To overcome both of the issues outlined above, hashmap
relies on features provided by the Boost C++ Libraries, which are conveniently made available through the R package BH. To address the second obstacle, hashmap
employs a templated wrapper class HashTemplate, leveraging the functionality of the C++98-compliant boost::unordered_map
and boost::hash
(in lieu of C++11's std::unordered_map
and std::hash
). Subsequently, the first problem can then be solved by encapsulating instances of HashTemplate
within a boost::variant
and making extensive use of boost::static_visitor
and boost::apply_visitor
.
The following is a simple test comparing the performance of an environment
object against hashmap
for
- Construction of the hash table
- Vectorized key lookup
An overview of results in presented here, but the full code to reproduce the test is in assets/benchmark.R. All of the examples use a one million element character vector for keys, and a one million element numeric vector for values.
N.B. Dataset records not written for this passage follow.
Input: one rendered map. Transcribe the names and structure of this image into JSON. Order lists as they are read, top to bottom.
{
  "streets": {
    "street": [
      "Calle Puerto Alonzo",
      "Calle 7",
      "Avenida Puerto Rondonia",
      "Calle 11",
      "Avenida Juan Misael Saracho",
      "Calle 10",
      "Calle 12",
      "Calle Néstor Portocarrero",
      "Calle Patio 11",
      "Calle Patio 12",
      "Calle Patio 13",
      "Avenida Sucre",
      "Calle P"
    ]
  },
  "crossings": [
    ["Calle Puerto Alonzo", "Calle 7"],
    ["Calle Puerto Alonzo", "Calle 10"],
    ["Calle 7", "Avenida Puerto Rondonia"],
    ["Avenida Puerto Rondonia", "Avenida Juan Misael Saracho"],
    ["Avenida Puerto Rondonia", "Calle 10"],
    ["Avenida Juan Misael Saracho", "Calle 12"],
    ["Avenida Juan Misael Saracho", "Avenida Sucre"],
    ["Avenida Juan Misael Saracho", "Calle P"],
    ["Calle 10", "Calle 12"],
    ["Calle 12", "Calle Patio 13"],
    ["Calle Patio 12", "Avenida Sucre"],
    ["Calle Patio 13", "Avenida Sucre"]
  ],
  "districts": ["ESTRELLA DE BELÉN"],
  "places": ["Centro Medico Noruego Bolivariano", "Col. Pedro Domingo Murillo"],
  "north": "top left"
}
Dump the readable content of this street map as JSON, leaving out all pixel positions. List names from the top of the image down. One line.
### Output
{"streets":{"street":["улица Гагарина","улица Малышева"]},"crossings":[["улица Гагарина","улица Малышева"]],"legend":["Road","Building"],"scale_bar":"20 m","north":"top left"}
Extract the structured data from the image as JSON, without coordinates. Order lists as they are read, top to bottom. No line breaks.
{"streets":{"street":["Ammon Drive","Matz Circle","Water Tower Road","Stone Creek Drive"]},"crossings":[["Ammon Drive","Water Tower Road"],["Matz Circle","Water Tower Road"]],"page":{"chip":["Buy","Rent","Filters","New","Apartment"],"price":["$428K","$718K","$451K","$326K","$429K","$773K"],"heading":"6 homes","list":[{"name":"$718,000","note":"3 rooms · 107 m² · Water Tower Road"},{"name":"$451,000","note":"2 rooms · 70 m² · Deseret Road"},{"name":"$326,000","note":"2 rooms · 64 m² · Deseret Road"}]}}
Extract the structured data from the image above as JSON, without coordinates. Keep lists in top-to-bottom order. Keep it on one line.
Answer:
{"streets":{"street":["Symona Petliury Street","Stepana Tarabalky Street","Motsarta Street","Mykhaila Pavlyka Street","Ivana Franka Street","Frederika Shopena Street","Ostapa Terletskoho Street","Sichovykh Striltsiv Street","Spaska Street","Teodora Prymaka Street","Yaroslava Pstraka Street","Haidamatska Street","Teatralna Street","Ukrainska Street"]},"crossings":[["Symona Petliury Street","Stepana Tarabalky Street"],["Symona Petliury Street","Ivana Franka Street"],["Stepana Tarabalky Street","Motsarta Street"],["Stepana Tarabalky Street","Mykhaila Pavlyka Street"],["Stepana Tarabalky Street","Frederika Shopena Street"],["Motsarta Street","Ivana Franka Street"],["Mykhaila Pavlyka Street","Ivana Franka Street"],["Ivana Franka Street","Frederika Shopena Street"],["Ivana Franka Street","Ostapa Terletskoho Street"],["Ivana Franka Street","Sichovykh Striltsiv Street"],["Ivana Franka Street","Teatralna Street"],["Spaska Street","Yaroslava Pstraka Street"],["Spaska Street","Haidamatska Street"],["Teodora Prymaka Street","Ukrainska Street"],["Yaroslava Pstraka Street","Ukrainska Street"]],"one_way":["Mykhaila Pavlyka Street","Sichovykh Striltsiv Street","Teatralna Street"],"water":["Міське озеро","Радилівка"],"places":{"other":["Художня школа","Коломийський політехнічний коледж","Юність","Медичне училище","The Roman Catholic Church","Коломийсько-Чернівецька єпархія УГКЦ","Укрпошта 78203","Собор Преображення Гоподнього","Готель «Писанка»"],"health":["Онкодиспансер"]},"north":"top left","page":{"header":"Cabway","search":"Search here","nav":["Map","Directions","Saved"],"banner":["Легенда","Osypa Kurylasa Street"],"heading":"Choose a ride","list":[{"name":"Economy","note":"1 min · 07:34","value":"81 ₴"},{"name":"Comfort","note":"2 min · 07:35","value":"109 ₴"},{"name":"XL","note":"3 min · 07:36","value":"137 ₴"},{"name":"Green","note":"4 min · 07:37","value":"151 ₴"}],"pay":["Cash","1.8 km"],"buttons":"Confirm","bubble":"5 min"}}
Hash table construction was rather slow for the environment, despite my best moderate efforts to devise a fast solution, so expressions were only evaluated 25 times:
microbenchmark::microbenchmark(
"Hash" = hashmap(Keys, Values),
"Env" = env_hash(Keys, Values),
times = 25L
)
# Unit: milliseconds
# expr min lq mean median uq max neval cld
# Hash 946.3524 1287.771 1784.404 1639.788 2243.93 3315.194 25 a
# Env 11724.2705 13218.521 14071.874 13685.929 15178.27 16516.216 25 b
Next, a lookup of all 1000 keys:
E <- env_hash(Keys, Values)
H <- hashmap(Keys, Values)
all.equal(env_find(Lookup, E), H[[Lookup]])
#[1] TRUE
microbenchmark::microbenchmark(
"Hash" = H[[Lookup]],
"Env" = env_find(Lookup, E),
times = 500L
)
# Unit: microseconds
# expr min lq mean median uq max neval cld
# Hash 314.182 738.98 804.5154 799.7065 858.3895 3013.285 500 a
# Env 12291.671 12651.12 13020.3816 12740.1735 12919.7355 67220.784 500 b
And finally, a comparison of key-lookups for vectors of various sizes, plotted below on the linear and logarithmic scales, where data points represent median evaluation time of 200 runs for the given expression:
The benchmark was conducted on a laptop running Ubuntu 14.04, with the following specs,
nathan@nathan-laptop:~$ lscpu && printf "\n\n" && free -h
Architecture: x86_64
CPU op-mode(s): 32-bit, 64-bit
Byte Order: Little Endian
CPU(s): 4
On-line CPU(s) list: 0-3
Thread(s) per core: 2
Core(s) per socket: 2
Socket(s): 1
NUMA node(s): 1
Vendor ID: GenuineIntel
CPU family: 6
Model: 69
Stepping: 1
CPU MHz: 759.000
BogoMIPS: 4589.34
Virtualization: VT-x
L1d cache: 32K
L1i cache: 32K
L2 cache: 256K
L3 cache: 3072K
NUMA node0 CPU(s): 0-3
total used free shared buffers cached
Mem: 7.7G 5.6G 2.1G 333M 499M 2.5G
-/+ buffers/cache: 2.6G 5.1G
Swap: 0B 0B 0B
in the following R session:
R version 3.2.4 Revised (2016-03-16 r70336)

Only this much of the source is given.